Post by Chimera on Jun 25, 2012 1:20:32 GMT
I mentioned in the thread in the Mental Health Forum about Apo's creation of this new forum that there is a problem to be solved: which is how people are to find their way around the forum, and collate their different individual experiences of "the same" problems, in the - necessary, and much appreciated! - absence of an imposed psychiatric framework.
For the moment, this forum entitled "General Mental Health Support" seems to be the only appropriate place in which to post this thread, although "support" is not really what I am after, or not really all I am after.
Perhaps we can collectively evolve a flexible set of forums within which to express and begin to organise our individual experiences.
The mission statement of the forum mentions the importance of mystery. There are mysteries of many kinds, but the one I want to write about is a dark and terrifying mystery, to which I am almost literally wedded, in spite of having literally divorced myself from the abusive religious maniac, A___, who is its central focus.

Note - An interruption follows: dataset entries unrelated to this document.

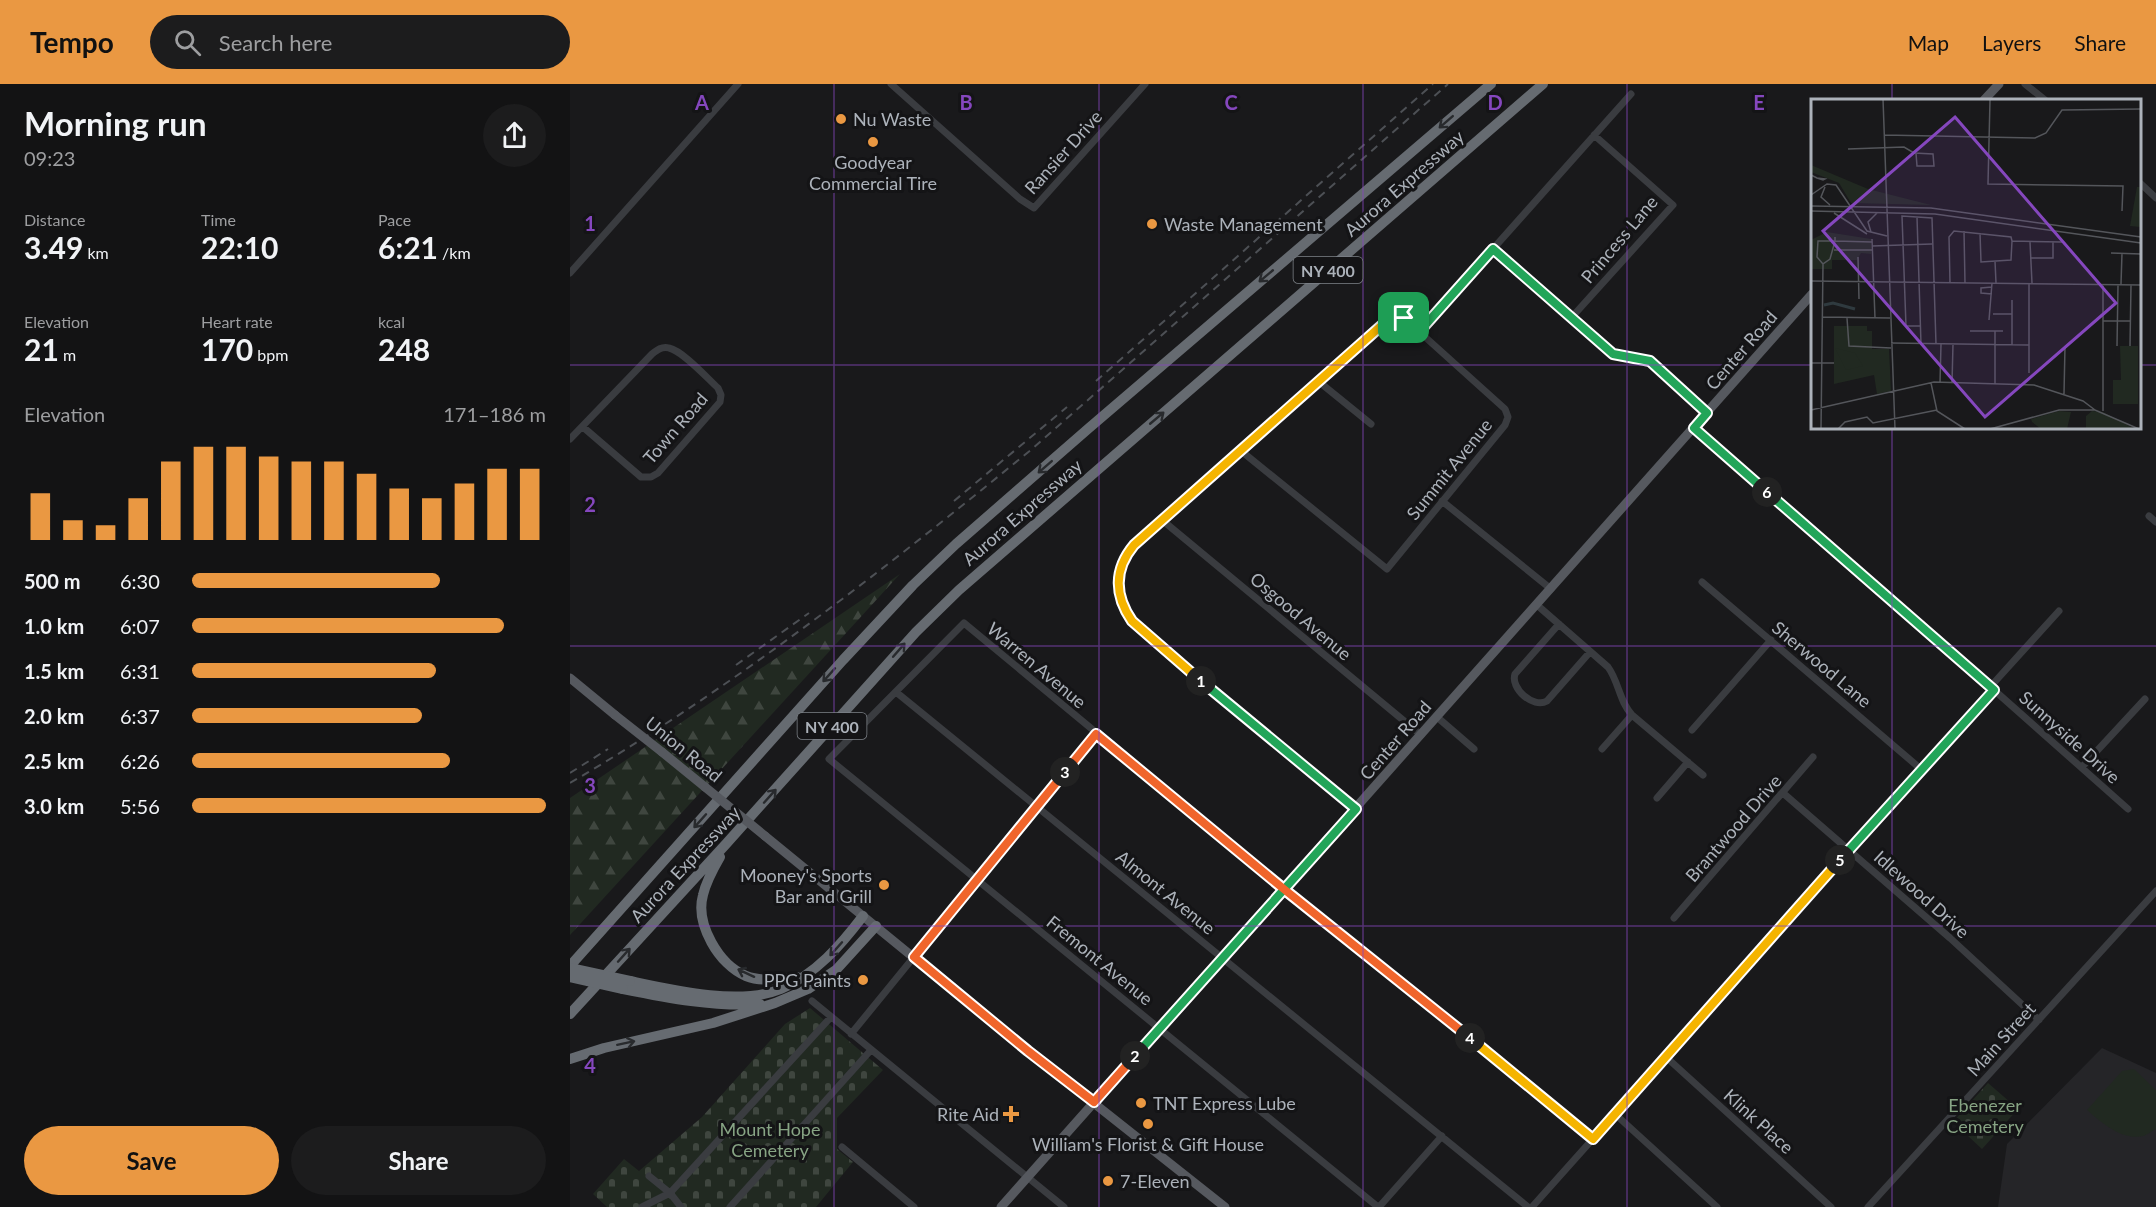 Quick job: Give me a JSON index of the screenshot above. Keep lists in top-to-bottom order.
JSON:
{
  "streets": {
    "highway": ["Aurora Expressway", "NY 400"],
    "main road": ["Center Road", "Union Road"],
    "street": [
      "Ransier Drive",
      "Princess Lane",
      "Town Road",
      "Summit Avenue",
      "Osgood Avenue",
      "Sherwood Lane",
      "Warren Avenue",
      "Sunnyside Drive",
      "Brantwood Drive",
      "Almont Avenue",
      "Idlewood Drive",
      "Fremont Avenue",
      "Main Street",
      "Klink Place"
    ]
  },
  "crossings": [
    ["Center Road", "Osgood Avenue"],
    ["Center Road", "Warren Avenue"],
    ["Center Road", "Sunnyside Drive"],
    ["Center Road", "Union Road"],
    ["Center Road", "Almont Avenue"],
    ["Center Road", "Fremont Avenue"],
    ["Warren Avenue", "Almont Avenue"],
    ["Warren Avenue", "Fremont Avenue"],
    ["Brantwood Drive", "Idlewood Drive"],
    ["Almont Avenue", "Fremont Avenue"],
    ["Idlewood Drive", "Main Street"]
  ],
  "parks": ["Ebenezer Cemetery", "Mount Hope Cemetery"],
  "places": {
    "other": [
      "Nu Waste",
      "Goodyear Commercial Tire",
      "Waste Management",
      "Mooney's Sports Bar and Grill",
      "PPG Paints",
      "TNT Express Lube",
      "William's Florist & Gift House",
      "7-Eleven"
    ],
    "health": ["Rite Aid"]
  },
  "page": {
    "header": "Tempo",
    "search": "Search here",
    "nav": ["Map", "Layers", "Share"],
    "heading": ["Morning run", "09:23"],
    "stats": [
      ["Distance", "3.49 km"],
      ["Time", "22:10"],
      ["Pace", "6:21 /km"],
      ["Elevation", "21 m"],
      ["Heart rate", "170 bpm"],
      ["kcal", "248"]
    ],
    "chart": ["Elevation", "171–186 m"],
    "pins": [
      "6",
      "1",
      "3",
      "5",
      "4",
      "2"
    ],
    "list": [
      {
        "name": "500 m",
        "note": "6:30"
      },
      {
        "name": "1.0 km",
        "note": "6:07"
      },
      {
        "name": "1.5 km",
        "note": "6:31"
      },
      {
        "name": "2.0 km",
        "note": "6:37"
      },
      {
        "name": "2.5 km",
        "note": "6:26"
      },
      {
        "name": "3.0 km",
        "note": "5:56"
      }
    ],
    "buttons": ["Save", "Share"]
  },
  "grid": {
    "columns": [
      "A",
      "B",
      "C",
      "D",
      "E"
    ],
    "rows": [
      "1",
      "2",
      "3",
      "4"
    ]
  }
}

I mentioned in another thread that I was thinking of applying to the Tavistock Clinic (or whatever it has rebranded itself as now, in the grip of worldwide corporate mania) for half a dozen hour-long sessions in which to discuss the problem I have in communicating with my daughter, E___, who is now aged 20, and is the offspring of the abusive religious maniac in question.
But I am coming to doubt the usefulness of doing that, almost as soon as having thought of it (thanks to Apo's post about the Tavistock).

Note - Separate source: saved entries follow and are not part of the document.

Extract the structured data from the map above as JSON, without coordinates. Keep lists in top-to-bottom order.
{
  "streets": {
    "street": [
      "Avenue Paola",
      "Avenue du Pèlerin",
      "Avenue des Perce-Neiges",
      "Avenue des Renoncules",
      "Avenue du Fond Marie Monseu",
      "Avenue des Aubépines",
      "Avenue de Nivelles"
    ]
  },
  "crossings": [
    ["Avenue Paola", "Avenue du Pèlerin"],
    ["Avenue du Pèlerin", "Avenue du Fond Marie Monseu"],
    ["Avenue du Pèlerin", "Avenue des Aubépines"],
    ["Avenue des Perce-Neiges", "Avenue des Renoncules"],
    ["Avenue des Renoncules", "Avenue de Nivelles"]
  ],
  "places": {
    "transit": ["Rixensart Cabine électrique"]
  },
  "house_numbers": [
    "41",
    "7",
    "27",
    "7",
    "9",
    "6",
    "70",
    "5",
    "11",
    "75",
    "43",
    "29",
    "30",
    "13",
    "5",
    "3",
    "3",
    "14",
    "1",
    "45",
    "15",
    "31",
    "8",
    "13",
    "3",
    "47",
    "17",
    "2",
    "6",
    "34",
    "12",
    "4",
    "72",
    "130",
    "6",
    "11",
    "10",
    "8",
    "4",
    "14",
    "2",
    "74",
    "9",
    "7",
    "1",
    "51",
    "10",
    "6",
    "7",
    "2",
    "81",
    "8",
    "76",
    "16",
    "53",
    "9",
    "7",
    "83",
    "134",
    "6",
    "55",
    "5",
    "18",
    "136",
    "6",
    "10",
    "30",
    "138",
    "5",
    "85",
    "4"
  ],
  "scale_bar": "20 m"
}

The problem is too vast, too strange, and too individual to explain fully here, or indeed anywhere else. I can only talk around it, try to start some sort of communication. I am, in a very important sense, alone with this problem, but perhaps I need not be totally alone with it. Still, I think it is perhaps not definable as a "mental health" problem, in however broad a sense of the phrase; nor, I suspect, is it amenable to psychotherapy or counselling, of any form at all.
I do not expect anyone to understand this. I do not understand it myself. It is a great and dark mystery. But perhaps I begin to try to give some idea of the kind of dark mystery it is. I really do mean, "begin", and "perhaps"! Don't worry if this makes no sense to you.
I think I'll start by quoting part of an e-mail I wrote, on Wednesday 13th, to a counsellor, P___, whom I have been seeing for assessment, and for occasional support. (I had just been having a long imaginary conversation with him, in my mind, while I was having a bath!) Then I'll add a paragraph I have just written in my diary. (I've done a little editing of both texts, mostly for the sake of anonymity.)
Dear P___,
[...] In this latest imaginary conversation, I explained - very lucidly, I thought! - how this terrifying darkness is not something I expect to be directly resolved by counselling or psychotherapy. I still have my simple faith in therapy, but it now has a boundary, beyond which lies this darkness.
I discussed with you the limited relevance of the concept of psychosis; and again the question of what you might or might not be thinking; and the absurdity of any idea that therapy could possibly require one person to believe automatically or uncritically what another person says. (That can, I see, be taken in two ways! I meant the idea that, in some sense or other, "judgement" is suspended in therapy. It doesn't matter, though, what exactly I meant; it's only incidental.)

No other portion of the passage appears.